Variable Performance when Training Resnet on Google Compute Engine with data from Google Cloud Storage

Question

I'm attempting to train a resnet18 image classifier on a large number of crops from labeled Google Streeview data. I'm following along with this tutorial. I have two datasets, one of approximately ~20k images and one of approximately ~100k images. Both datasets are stored in the same format, and both have been uploaded to respective Google Cloud Storage buckets. I then mounted both of these buckets in my VM's home directory using gcsfuse with the --implicit-dirs flag.

I then run my train.py file on my Google Compute Engine VM, which was created from the Deep Learning VM image on Google's Cloud Marketplace. The VM has a single vCPU, a single Nvidia Tesla K80 GPU, 3.75gb of memory, and a 100gb persistent disk.

When I run the training script, I make no changes except pointing the dataset_dir variable to the correct gcsfuse-mounted directory on the VM.

When I run train.py on the 100k crops directory, it runs relatively quickly, with a single epoch taking ~30 mins. I jump into top while it's running, and CPU utilization is quite high, staying around 90%.

However, using the same VM, when I run train.py on the 20K crops directory, it runs much more slowly, with a single epoch taking 6-7 hours, despite the smaller size of the dataset. In this case, CPU utilization never jumps above about 5%.

I cannot figure out what is causing the slowdown, as nothing (as far as I can tell) is different between the two runs except for the datasets, which are both formatted identically. I use the same pytorch dataloader with the same number of threads. Both GCS buckets are in the same region, us-west1 which is the same region as my VM instance.

It seems likely that somehow one bucket is IO-limited relative to the other bucket, but I cannot figure out why.

Any thoughts are appreciated!

My train.py file is below.

import torch
import torch.nn as nn
import torch.optim as optim
from torch.optim import lr_scheduler
import numpy as np
import torchvision
from torchvision import datasets, models, transforms
import matplotlib.pyplot as plt
import time
import os
import copy
from collections import defaultdict



data_transforms = {
    'Test': transforms.Compose([
        transforms.RandomResizedCrop(224),
        transforms.RandomHorizontalFlip(),
        transforms.ToTensor(),
        transforms.Normalize([0.485, 0.456, 0.406], [0.229, 0.224, 0.225])
    ]),
    'Val': transforms.Compose([
        transforms.Resize(256),
        transforms.CenterCrop(224),
        transforms.ToTensor(),
        transforms.Normalize([0.485, 0.456, 0.406], [0.229, 0.224, 0.225])
    ]),
}


data_dir = 'home/gweld/sliding_window_dataset/'
image_datasets = {x: datasets.ImageFolder(os.path.join(data_dir, x),
                                          data_transforms[x])
                  for x in ['Test', 'Val']}
dataloaders = {x: torch.utils.data.DataLoader(image_datasets[x], batch_size=4,
                                             shuffle=True, num_workers=4)
              for x in ['Test', 'Val']}
dataset_sizes = {x: len(image_datasets[x]) for x in ['Test', 'Val']}
class_names = image_datasets['Test'].classes

device = torch.device("cuda:0" if torch.cuda.is_available() else "cpu")

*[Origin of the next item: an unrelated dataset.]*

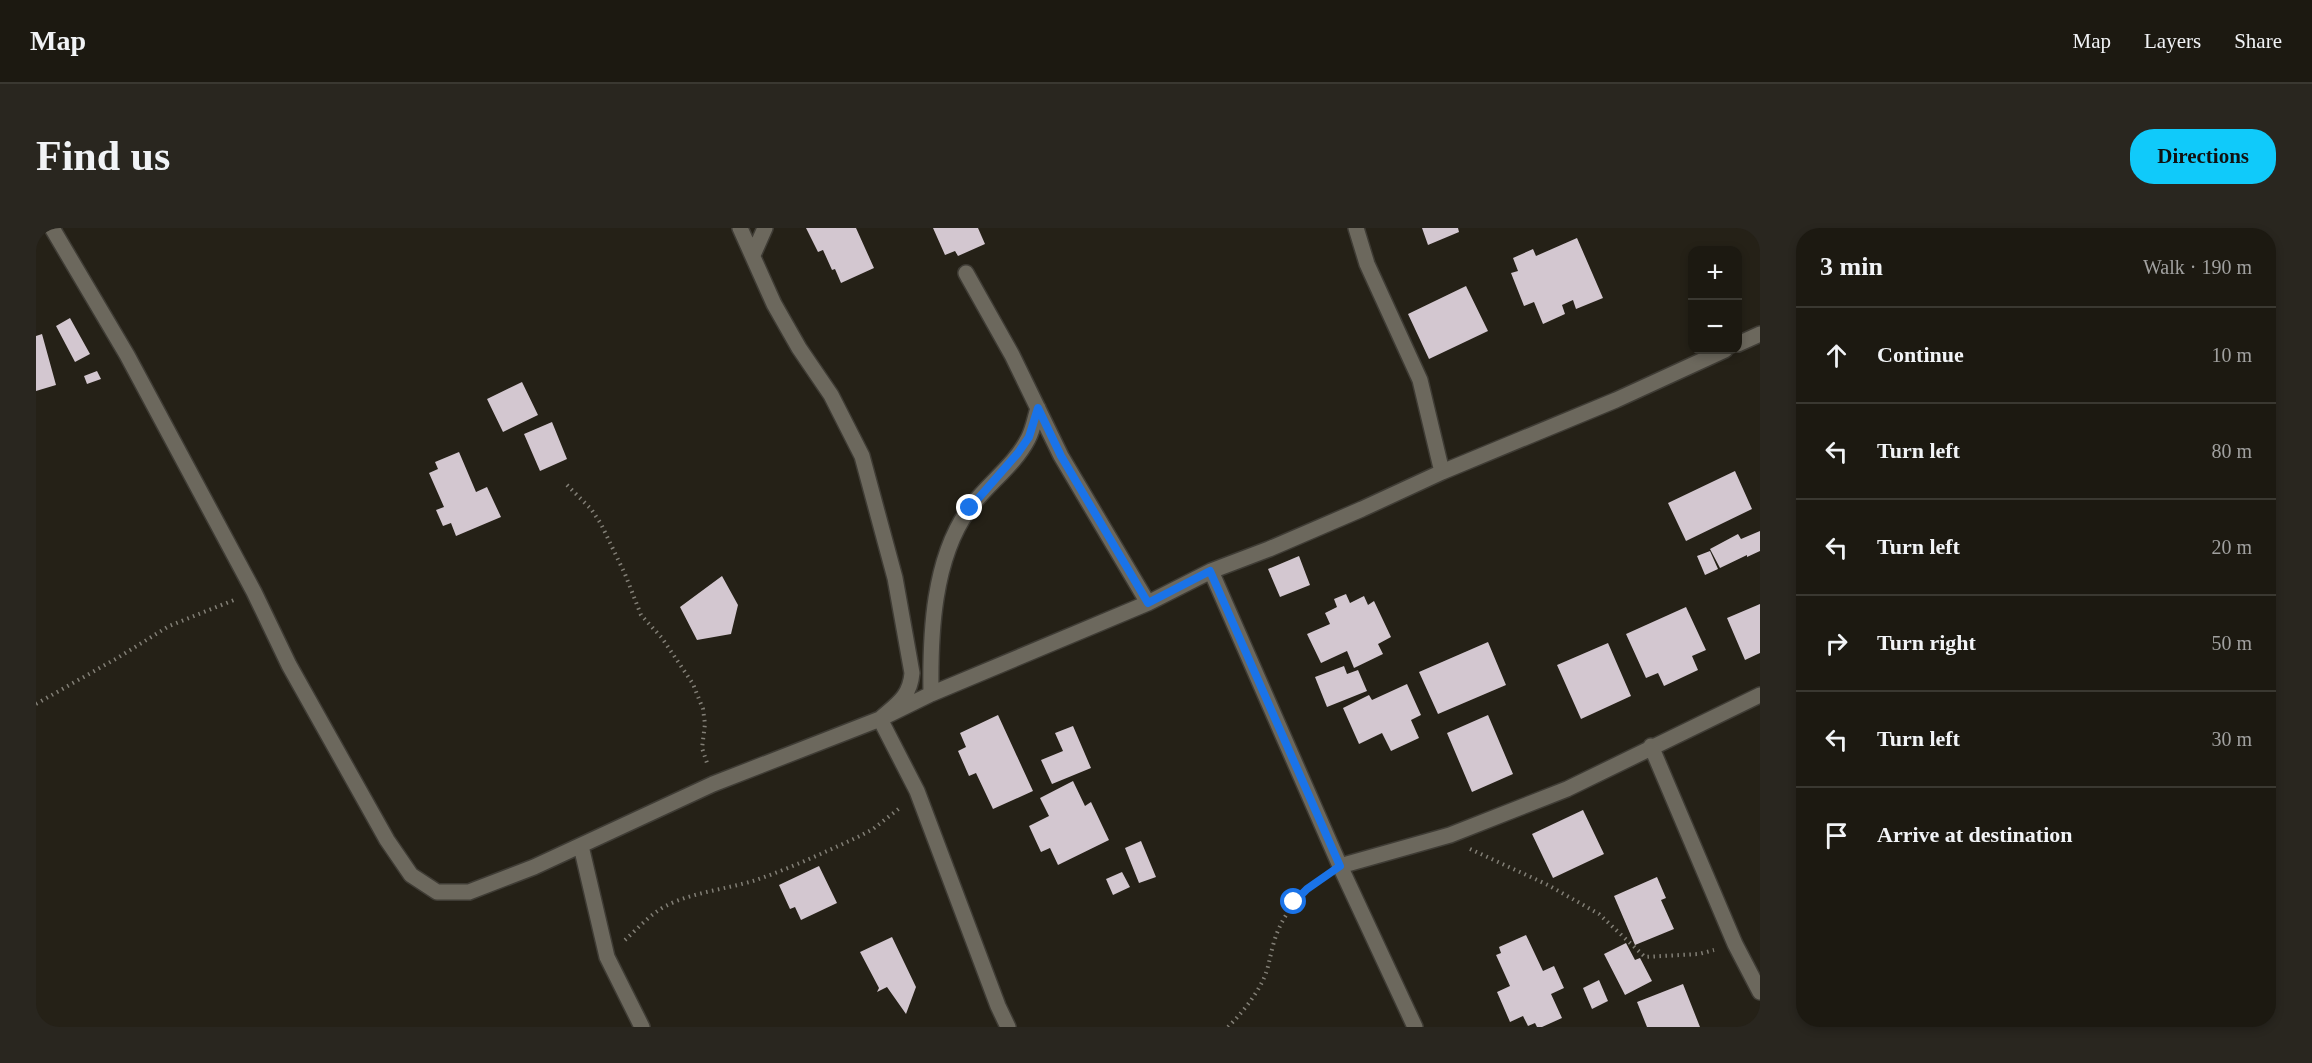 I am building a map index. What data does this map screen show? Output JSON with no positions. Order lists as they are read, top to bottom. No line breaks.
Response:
{"page":{"header":"Map","nav":["Map","Layers","Share"],"buttons":"Directions","title":"Find us","heading":["3 min","Walk · 190 m"],"map_buttons":["+","−"],"list":[["Continue","10 m"],["Turn left","80 m"],["Turn left","20 m"],["Turn right","50 m"],["Turn left","30 m"],"Arrive at destination"]}}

def train_model(model, criterion, optimizer, scheduler, num_epochs=25):
    since = time.time()

    best_model_wts = copy.deepcopy(model.state_dict())
    best_acc = 0.0

    for epoch in range(num_epochs):
        print('Epoch {}/{}'.format(epoch, num_epochs - 1))
        print('-' * 10)

        # Each epoch has a training and validation phase
        for phase in ['Test', 'Val']:
            if phase == 'Test':
                scheduler.step()
                model.train()  # Set model to training mode
            else:
                model.eval()   # Set model to evaluate mode

            running_loss = 0.0
            running_corrects = 0

            class_corrects = defaultdict(int)
            class_totals   = defaultdict(int)

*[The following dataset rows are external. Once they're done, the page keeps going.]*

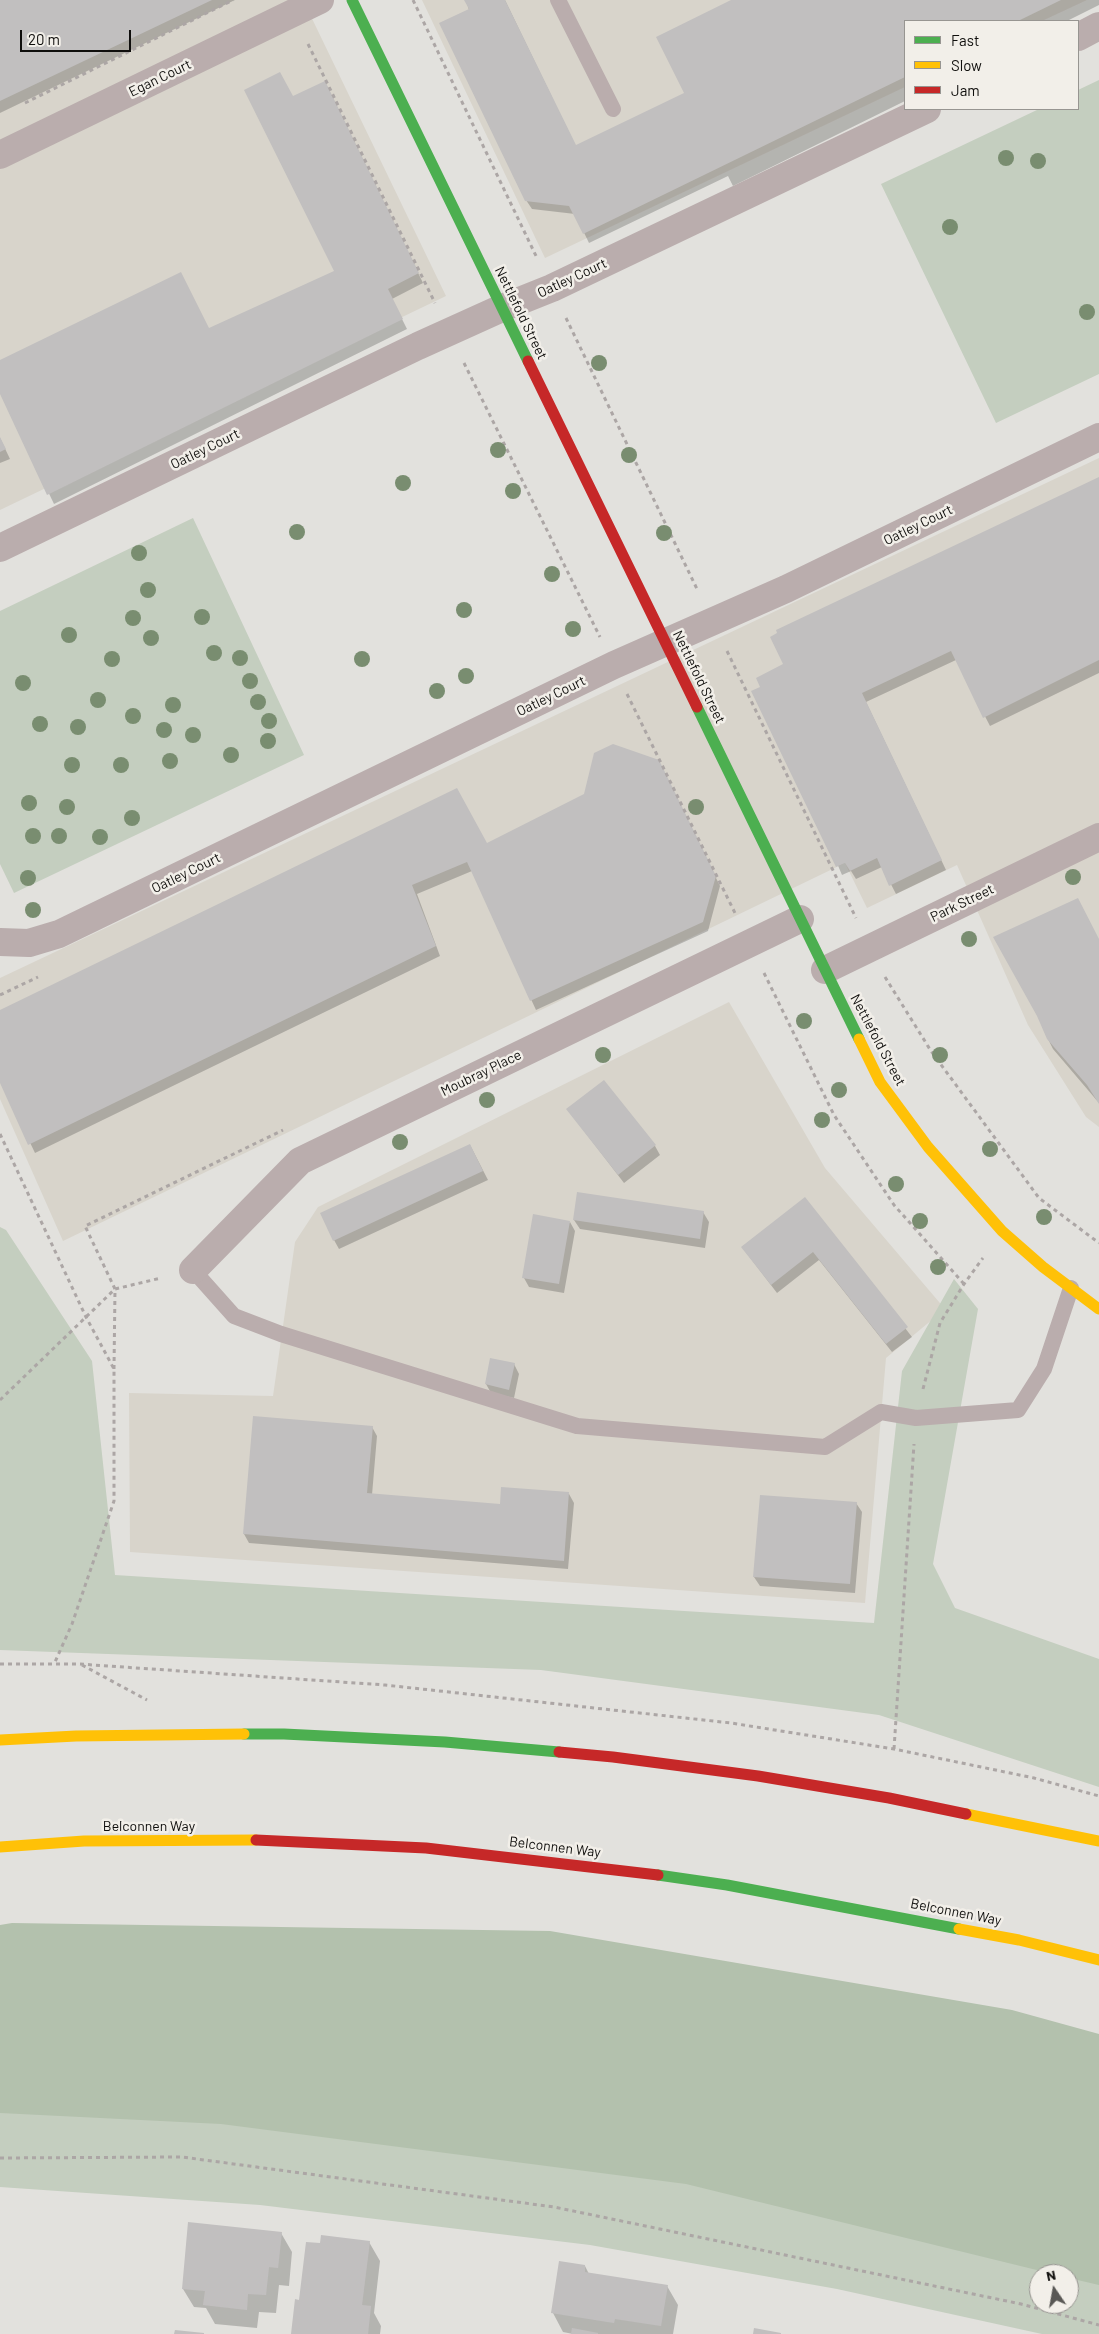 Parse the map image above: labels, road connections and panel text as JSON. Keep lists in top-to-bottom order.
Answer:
{
  "streets": {
    "main road": ["Nettlefold Street", "Belconnen Way"],
    "street": [
      "Egan Court",
      "Oatley Court",
      "Park Street",
      "Moubray Place"
    ]
  },
  "crossings": [
    ["Oatley Court", "Nettlefold Street"],
    ["Nettlefold Street", "Park Street"],
    ["Nettlefold Street", "Moubray Place"]
  ],
  "legend": ["Fast", "Slow", "Jam"],
  "scale_bar": "20 m",
  "north": "top"
}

            # Iterate over data.
            for inputs, labels in dataloaders[phase]:
                inputs = inputs.to(device)
                labels = labels.to(device)

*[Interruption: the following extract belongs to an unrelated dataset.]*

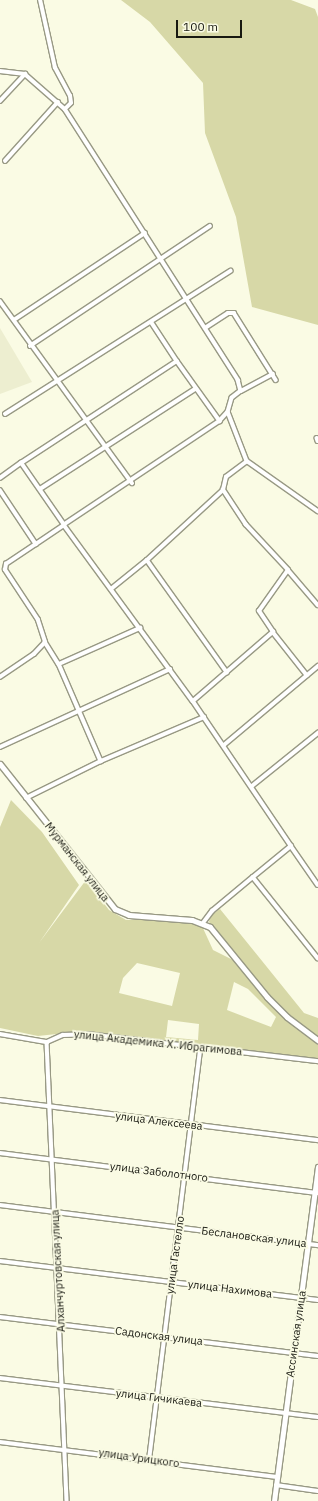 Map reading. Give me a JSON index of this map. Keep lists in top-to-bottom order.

                # zero the parameter gradients
                optimizer.zero_grad()

                # forward
                # track history if only in train
                with torch.set_grad_enabled(phase == 'Test'):
                    outputs = model(inputs)
                    _, preds = torch.max(outputs, 1)
                    loss = criterion(outputs, labels)

                    # backward + optimize only if in training phase
                    if phase == 'Test':
                        loss.backward()
                        optimizer.step()

                # statistics
                running_loss += loss.item() * inputs.size(0)
                running_corrects += torch.sum(preds == labels.data)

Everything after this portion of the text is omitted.